§ Exercise instructions: Scan the records for the string "Borsóhalmi". State how many lines contain it and add nothing.
==== Entries supplied
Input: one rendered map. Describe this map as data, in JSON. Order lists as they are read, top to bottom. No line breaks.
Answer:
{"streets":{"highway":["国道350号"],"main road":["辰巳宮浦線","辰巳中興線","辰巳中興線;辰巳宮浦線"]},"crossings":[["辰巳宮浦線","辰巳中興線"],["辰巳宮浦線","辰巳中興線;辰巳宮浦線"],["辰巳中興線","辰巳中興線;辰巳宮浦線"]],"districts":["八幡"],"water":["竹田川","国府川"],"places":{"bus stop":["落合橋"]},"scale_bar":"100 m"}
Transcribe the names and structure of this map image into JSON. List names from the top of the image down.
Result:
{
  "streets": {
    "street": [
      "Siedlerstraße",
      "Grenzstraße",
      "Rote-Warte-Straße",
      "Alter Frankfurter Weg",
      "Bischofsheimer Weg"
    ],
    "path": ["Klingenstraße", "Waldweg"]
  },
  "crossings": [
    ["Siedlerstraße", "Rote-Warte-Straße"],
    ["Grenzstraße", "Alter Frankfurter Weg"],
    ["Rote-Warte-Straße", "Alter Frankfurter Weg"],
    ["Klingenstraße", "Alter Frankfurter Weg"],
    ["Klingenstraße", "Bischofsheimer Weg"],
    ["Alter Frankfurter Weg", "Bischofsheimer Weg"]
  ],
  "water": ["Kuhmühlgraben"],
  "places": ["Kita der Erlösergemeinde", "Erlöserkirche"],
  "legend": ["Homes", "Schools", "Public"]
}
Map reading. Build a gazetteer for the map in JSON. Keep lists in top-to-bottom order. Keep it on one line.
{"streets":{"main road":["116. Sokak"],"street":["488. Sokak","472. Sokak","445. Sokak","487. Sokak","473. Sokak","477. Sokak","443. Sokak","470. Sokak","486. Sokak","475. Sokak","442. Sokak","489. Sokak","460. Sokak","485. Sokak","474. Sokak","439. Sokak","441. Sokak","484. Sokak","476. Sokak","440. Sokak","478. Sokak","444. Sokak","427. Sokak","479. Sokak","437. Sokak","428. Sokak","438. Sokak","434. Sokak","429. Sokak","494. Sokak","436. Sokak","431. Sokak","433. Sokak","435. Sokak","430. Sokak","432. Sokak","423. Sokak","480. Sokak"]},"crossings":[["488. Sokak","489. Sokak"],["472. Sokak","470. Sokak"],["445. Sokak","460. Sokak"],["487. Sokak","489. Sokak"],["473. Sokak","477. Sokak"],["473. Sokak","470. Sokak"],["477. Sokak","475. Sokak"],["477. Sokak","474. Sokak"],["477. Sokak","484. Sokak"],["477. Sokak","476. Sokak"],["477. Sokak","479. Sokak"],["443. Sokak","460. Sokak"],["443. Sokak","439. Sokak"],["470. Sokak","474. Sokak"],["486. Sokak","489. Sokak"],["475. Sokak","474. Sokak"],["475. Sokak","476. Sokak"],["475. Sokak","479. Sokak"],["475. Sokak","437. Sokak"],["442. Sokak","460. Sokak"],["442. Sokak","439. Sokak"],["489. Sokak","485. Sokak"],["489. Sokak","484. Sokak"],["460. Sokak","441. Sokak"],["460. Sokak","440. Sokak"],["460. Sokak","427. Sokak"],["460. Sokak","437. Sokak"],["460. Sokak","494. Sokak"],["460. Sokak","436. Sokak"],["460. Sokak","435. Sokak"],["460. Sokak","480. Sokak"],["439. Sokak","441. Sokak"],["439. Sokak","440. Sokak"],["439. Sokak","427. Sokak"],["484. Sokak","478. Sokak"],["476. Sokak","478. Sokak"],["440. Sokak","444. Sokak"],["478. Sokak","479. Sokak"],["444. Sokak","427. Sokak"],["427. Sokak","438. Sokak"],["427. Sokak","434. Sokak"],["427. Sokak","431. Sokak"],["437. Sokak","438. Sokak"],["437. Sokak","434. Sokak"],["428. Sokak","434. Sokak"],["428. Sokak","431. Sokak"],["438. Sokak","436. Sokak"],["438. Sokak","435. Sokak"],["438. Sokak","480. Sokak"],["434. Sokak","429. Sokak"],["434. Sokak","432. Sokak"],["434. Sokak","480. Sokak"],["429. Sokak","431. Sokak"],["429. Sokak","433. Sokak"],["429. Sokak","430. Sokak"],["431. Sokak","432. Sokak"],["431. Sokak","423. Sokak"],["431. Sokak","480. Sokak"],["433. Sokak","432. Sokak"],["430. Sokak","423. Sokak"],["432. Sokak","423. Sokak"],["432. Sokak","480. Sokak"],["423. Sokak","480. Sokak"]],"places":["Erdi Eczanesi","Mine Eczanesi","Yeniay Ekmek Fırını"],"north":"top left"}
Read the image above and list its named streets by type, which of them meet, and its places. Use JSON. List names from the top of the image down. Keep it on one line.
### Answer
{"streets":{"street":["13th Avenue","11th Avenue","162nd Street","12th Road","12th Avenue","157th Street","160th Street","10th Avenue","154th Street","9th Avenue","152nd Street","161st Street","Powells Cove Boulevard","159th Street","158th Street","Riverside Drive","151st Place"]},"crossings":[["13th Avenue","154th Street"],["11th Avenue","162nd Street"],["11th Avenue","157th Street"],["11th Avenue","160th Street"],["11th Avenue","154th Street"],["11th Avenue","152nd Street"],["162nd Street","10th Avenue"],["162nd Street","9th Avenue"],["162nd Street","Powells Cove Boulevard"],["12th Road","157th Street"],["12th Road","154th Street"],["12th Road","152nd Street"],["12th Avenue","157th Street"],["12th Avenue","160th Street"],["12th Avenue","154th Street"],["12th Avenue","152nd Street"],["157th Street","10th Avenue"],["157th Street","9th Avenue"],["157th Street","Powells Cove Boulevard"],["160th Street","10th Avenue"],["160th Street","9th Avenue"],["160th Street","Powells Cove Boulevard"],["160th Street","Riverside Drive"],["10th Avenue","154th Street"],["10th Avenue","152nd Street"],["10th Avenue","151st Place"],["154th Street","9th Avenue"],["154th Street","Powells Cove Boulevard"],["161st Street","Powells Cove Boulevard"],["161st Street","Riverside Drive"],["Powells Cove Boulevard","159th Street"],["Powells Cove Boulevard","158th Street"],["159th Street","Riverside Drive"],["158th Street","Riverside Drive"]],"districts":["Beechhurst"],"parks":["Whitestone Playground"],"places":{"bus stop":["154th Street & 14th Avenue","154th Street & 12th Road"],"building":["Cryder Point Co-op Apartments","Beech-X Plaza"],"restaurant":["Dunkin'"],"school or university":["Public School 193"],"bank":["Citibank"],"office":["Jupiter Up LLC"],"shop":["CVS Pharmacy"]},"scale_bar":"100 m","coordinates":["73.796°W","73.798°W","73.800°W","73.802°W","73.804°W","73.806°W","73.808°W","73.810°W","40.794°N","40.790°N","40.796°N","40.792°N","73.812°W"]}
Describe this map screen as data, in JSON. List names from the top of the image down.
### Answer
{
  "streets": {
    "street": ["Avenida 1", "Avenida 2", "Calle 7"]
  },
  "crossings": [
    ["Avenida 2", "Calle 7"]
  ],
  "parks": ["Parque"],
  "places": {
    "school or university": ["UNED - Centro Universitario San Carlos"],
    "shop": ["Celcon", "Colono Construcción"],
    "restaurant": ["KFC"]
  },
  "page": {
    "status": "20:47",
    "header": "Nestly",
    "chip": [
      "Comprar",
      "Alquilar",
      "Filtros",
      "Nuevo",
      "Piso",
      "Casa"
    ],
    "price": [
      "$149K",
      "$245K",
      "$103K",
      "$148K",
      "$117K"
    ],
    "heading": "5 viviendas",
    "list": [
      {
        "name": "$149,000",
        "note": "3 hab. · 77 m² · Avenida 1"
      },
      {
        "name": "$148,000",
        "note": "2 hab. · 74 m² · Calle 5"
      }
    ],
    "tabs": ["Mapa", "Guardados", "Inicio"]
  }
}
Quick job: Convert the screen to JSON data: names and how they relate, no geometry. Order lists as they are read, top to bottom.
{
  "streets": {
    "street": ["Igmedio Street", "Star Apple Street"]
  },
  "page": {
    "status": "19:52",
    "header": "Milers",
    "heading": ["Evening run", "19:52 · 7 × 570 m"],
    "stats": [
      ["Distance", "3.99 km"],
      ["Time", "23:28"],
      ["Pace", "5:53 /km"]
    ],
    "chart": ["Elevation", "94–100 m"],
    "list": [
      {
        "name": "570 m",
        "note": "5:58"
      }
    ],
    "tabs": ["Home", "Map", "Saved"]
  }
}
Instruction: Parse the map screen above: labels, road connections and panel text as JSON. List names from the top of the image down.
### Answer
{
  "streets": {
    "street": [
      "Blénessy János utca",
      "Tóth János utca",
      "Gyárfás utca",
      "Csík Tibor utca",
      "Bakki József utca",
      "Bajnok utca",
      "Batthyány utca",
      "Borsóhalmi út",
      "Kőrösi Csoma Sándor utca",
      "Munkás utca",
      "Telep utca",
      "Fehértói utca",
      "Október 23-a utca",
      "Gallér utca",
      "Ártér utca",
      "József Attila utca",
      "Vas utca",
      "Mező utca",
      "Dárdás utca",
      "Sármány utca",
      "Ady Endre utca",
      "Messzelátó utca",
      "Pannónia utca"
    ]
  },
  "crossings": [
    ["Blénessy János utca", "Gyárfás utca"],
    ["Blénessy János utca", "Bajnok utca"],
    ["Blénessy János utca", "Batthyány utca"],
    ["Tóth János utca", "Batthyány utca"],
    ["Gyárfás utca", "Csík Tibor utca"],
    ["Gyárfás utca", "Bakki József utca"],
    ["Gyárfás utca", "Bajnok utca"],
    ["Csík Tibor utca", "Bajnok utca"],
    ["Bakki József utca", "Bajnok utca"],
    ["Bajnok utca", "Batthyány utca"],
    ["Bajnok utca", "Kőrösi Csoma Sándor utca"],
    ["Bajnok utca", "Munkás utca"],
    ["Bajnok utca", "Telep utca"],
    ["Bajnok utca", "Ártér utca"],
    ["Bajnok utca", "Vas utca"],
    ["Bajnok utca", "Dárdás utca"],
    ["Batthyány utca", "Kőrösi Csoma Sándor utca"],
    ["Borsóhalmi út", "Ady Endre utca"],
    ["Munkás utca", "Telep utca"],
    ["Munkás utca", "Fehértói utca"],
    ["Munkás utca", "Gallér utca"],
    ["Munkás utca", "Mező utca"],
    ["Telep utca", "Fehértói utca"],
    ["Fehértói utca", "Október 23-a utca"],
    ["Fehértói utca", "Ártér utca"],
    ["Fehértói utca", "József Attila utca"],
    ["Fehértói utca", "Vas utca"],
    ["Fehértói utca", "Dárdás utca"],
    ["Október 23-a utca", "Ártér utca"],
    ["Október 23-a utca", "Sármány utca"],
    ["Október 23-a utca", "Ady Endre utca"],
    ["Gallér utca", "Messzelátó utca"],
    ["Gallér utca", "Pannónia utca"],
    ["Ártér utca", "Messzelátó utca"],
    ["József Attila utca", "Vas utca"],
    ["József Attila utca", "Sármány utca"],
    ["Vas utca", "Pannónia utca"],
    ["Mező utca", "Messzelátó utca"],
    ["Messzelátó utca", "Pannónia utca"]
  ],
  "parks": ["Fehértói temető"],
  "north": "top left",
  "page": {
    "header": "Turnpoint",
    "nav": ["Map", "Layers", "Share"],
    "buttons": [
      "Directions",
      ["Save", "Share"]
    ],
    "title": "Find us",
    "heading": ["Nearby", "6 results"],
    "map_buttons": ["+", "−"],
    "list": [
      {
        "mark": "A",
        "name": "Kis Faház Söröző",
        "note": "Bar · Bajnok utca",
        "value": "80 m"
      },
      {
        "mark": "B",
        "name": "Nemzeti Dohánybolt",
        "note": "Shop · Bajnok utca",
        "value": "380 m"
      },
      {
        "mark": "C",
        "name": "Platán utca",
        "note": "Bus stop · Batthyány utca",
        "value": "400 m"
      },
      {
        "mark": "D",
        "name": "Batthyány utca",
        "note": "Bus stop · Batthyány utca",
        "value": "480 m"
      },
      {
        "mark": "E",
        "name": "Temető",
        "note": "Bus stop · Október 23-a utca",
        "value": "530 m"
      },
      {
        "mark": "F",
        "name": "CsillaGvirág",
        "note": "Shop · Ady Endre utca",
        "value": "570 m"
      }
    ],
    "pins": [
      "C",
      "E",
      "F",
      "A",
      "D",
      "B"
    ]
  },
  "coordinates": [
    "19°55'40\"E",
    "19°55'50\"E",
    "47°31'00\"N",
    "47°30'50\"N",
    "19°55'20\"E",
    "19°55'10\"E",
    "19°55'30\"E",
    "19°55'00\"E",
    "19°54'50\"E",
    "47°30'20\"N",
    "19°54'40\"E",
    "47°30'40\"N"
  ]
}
========
§ Task output: 2